■「憎しみに報いるに憎しみを捨ててこそ息(や)む。」
そう語ったことにより、今の日本がある。それは、一人のスリランカ人のおかげだった。
日本とスリランカの歴史は古い。紀元前150年から200年にまで遡る。仏教が伝わったのもスリランカからである。公に外交関係を結んだのは、1952年第二次世界戦後であった。1951年のサンフランシスコ講和条約締結後、世界で一番早く正式に日本と外交関係を結んだのもスリランカであった。
当時の大蔵大臣で、後に、初代スリランカ大統領になるジャヤワルダナ氏が尽力したのだった。スリランカが、「英連邦内自治領セイロン」であった当時、随一の実力者だった彼は、サンフランシスコ講和会議に出席する。

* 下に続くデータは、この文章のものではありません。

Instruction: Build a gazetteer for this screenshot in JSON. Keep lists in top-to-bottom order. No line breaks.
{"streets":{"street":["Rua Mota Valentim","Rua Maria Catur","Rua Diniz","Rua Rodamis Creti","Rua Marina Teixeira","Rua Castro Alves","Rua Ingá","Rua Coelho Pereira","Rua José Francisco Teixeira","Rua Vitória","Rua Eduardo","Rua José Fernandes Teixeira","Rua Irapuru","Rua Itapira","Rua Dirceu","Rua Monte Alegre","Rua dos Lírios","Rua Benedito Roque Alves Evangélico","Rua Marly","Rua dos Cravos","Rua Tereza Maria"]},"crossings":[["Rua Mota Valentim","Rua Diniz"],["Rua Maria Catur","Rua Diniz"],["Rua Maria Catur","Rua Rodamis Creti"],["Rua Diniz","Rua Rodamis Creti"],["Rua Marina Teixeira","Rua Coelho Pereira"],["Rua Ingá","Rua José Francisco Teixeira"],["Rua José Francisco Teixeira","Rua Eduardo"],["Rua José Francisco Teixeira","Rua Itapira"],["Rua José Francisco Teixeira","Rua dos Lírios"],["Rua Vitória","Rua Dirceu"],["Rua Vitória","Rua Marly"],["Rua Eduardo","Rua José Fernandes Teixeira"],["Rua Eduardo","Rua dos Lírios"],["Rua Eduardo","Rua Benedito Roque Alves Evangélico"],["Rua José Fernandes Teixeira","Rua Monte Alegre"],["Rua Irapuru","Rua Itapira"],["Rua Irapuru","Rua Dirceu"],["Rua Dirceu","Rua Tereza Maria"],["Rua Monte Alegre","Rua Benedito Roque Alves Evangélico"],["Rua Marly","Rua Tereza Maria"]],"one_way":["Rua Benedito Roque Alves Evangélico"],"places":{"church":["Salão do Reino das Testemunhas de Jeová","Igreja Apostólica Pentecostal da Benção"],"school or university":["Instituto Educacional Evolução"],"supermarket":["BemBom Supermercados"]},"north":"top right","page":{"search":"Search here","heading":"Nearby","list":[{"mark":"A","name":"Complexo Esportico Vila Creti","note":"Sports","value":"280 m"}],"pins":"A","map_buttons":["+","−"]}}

席上、諸外国からは、「日本に今、この段階で平和を与えるのは、もってのほか。」「日本は南北に分割して統治すべき」「日本を独立させるのは時期尚早」などなど、さまざまな議論・意見が出る中、ブッダの言葉を引用し、こう語った。
「戦争は戦争として、終わった。もう過去のことである。我々は仏教徒である。やられたらやり返す、憎しみを憎しみで返すだけでは、いつまでたっても戦争は終わらない。
憎しみで返せば、憎しみが日本側に生まれ、新たな憎しみの戦いになって戦争が起きる。戦争は憎しみとして返すのではなく、優しさ、慈愛で返せば平和になり、戦争が止んで、元の平和になる。戦争は過去の歴史である。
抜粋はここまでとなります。